We as artists need to ponder why are films still limited by language, stereotypes and in perspective when a burger is not. Films too are feeding humans basic instinct for art, entertainment, knowledge and emotions but we have not been able to make films transcend boundaries as much as other products and industries. Or even other art. So many authors and painters have explored worlds alien to them so beautifully in their books and paintings. However, whenever we see foreign films, we see them as exotic art because that’s what they are as of now.
I am all for networking but we as filmmakers have become extremely incestuous. We need to go out and away to wilderness and alien worlds and search for stories no one is telling in a manner that no one is telling and get inspired by environments that no one is getting inspired by.
How many superhero films or song and dance extravaganzas can we digest? Look at Apple. They are changing everything, every few months or atleast every other year. We as filmmakers are just window dressing the same old since I don’t know when. Would we be so patient or accepting of a car manufacturer if he was essentially giving us the same engine with new body?
So then I think this is at the heart of what the next generation of filmmakers can do to succeed. We need to get out of our studious, LA, Mumbai and go live a life rich enough to then reflect a wider canvas that can mirror the realities of global village in a manner that is more deep and acceptable. There is no place for ignorance in today’s world.
I am sorry, this has turned out to be a rather long comment but I strongly believe this is a crucial missing link between cinema of yesterday or now and the cinema of the future. Filmmakers need to first make themselves rich in exposure.
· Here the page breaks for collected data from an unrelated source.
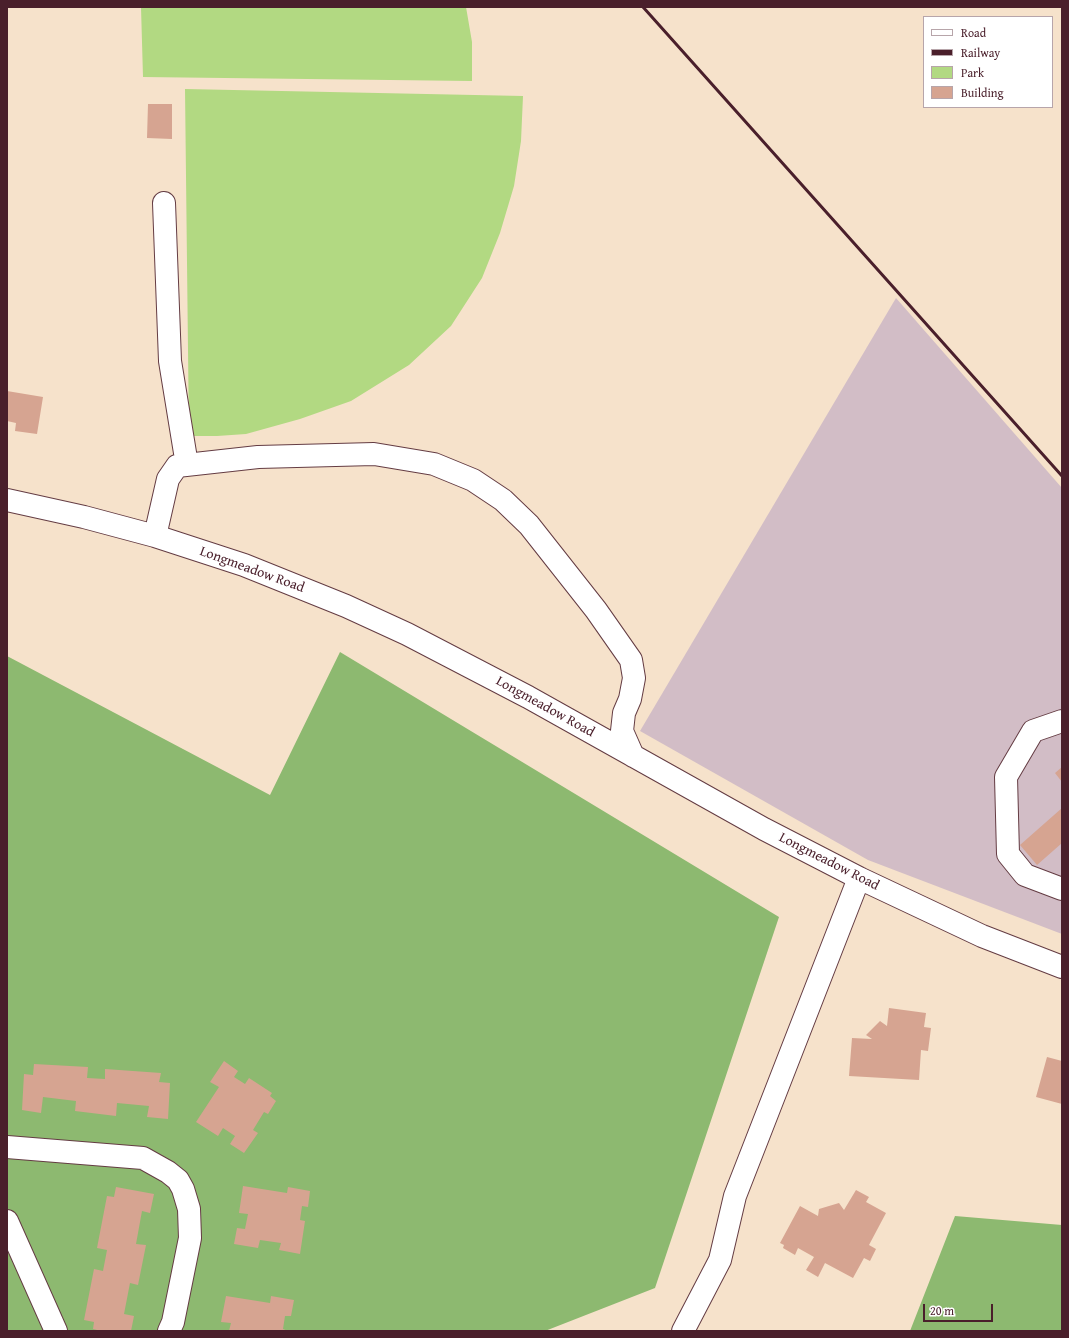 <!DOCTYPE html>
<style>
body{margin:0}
#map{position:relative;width:1069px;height:1338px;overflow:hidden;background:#f6e2cb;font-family:"Gentium Book Plus",serif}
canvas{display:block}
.frame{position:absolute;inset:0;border:8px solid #4a1f2b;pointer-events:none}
.legend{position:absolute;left:923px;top:16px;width:130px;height:92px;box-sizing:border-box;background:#fff;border:1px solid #b7a5aa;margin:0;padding:5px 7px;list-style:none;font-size:12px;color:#4a1f2b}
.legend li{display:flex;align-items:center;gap:8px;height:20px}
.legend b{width:20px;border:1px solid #b7a5aa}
.scale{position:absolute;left:923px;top:1304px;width:70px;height:18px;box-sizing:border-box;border:2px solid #4a1f2b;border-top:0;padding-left:5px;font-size:12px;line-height:14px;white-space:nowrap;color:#4a1f2b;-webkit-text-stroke:3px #fff;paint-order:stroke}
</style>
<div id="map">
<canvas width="1069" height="1338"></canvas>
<div class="frame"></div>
<ul class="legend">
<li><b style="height:5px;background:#fff"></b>Road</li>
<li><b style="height:5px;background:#4a1f2b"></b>Railway</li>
<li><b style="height:11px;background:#b2d982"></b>Park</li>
<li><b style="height:11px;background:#d6a491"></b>Building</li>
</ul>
<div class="scale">20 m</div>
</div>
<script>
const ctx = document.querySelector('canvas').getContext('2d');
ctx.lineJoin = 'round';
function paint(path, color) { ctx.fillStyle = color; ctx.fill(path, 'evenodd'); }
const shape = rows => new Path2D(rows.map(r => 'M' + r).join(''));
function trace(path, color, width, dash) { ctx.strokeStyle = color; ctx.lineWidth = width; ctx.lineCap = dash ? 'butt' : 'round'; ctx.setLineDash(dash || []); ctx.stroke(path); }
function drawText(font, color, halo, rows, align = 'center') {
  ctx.font = font + ' "Gentium Book Plus",serif'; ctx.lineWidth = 4; ctx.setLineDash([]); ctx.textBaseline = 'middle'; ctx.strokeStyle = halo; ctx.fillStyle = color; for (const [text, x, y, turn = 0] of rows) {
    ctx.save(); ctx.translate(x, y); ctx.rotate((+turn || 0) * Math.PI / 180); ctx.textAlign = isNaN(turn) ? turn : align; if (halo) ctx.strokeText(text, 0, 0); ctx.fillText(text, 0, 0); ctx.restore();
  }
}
paint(shape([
 [896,298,1062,488,1062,934,868,860,640,731]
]), '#d2bdc6');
paint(shape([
 [141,7,466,7,472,42,472,81,143,77],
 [185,89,523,96,521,141,514,186,500,233,482,278,451,326,409,365,351,401,300,419,246,434,217,436,189,436]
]), '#b2d982');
paint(shape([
 [340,652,779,917,655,1288,545,1331,7,1331,7,656,270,795],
 [955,1216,1062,1225,1062,1331,910,1331]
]), '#8db970');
paint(shape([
 [148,104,172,104,172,139,147,138],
 [7,391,43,397,37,434,15,431,16,423,7,421],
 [1062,767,1062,782,1055,773],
 [1062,808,1062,843,1037,865,1020,845],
 [889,1008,926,1013,924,1027,931,1028,928,1051,921,1050,919,1080,849,1076,852,1038,872,1039,866,1035,880,1021,887,1026],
 [1047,1057,1062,1061,1062,1104,1036,1097],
 [224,1061,238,1071,234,1077,245,1084,249,1078,272,1093,270,1096,276,1101,268,1114,264,1112,253,1130,258,1133,244,1153,230,1144,235,1136,223,1128,218,1136,196,1122,219,1087,210,1082],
 [34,1064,88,1067,87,1078,105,1079,105,1069,161,1073,159,1082,170,1083,168,1119,147,1117,149,1106,117,1103,116,1116,75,1111,76,1101,43,1097,41,1113,22,1110,24,1074,33,1075],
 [243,1186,287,1193,288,1187,310,1191,308,1207,302,1206,300,1220,305,1221,300,1254,279,1250,281,1243,260,1240,258,1248,234,1244,237,1228,245,1229,248,1214,239,1213],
 [116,1187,154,1194,150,1213,142,1211,136,1244,146,1245,138,1285,130,1283,124,1314,134,1316,131,1331,101,1331,93,1329,94,1322,84,1320,94,1269,103,1271,107,1250,97,1248,107,1196,114,1197],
 [856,1190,869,1197,866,1202,886,1213,869,1245,876,1249,870,1261,864,1258,853,1278,825,1263,818,1277,806,1270,814,1257,798,1248,795,1255,783,1248,784,1245,780,1243,800,1206,818,1216,819,1209,839,1203,844,1210],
 [226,1296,270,1303,271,1296,294,1300,291,1316,285,1316,283,1329,288,1331,229,1331,231,1323,221,1322]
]), '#d6a491');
const minor = shape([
 [164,203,170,361,187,465],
 [7,500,84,517,155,536,244,565,346,606,407,634,528,697,764,829,859,878,982,936,1062,967],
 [155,536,168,479,177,466,258,457,374,454,434,464,473,480,503,500,529,525,596,610,631,660,634,678,630,699,624,713,622,731,633,756],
 [1062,721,1033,731,1006,777,1008,854,1025,875,1062,889],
 [7,1147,143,1158,168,1172,178,1180,183,1189,189,1209,190,1238,173,1322,169,1331],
 [7,1221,56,1331],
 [683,1331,720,1260,735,1196,859,878]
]);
trace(minor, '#643c43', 24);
trace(minor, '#fff', 22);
trace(shape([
 [643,7,1062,476]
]), '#4a1f2b', 3);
drawText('14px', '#4a1f2b', '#fff', [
 ["Longmeadow Road",252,570,20],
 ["Longmeadow Road",545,707,29],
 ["Longmeadow Road",829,862,27]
]);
</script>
I thank you guys again for making me engaged at a time I was feeling the opposite. I look forward to more from you.
Best wishes
Love
Amit
screenwriter, filmmaker
Mumbai, India
on twitter: @amitmehra
Christopher Sakr says
Amit, this is such a heartfelt comment and so greatly appreciated.
We can’t agree enough: living life is so crucial because your art is your growth. They reflect back on one another.
You have a lovely way with words and I wish you the absolute best of luck with all you do. Go live and create!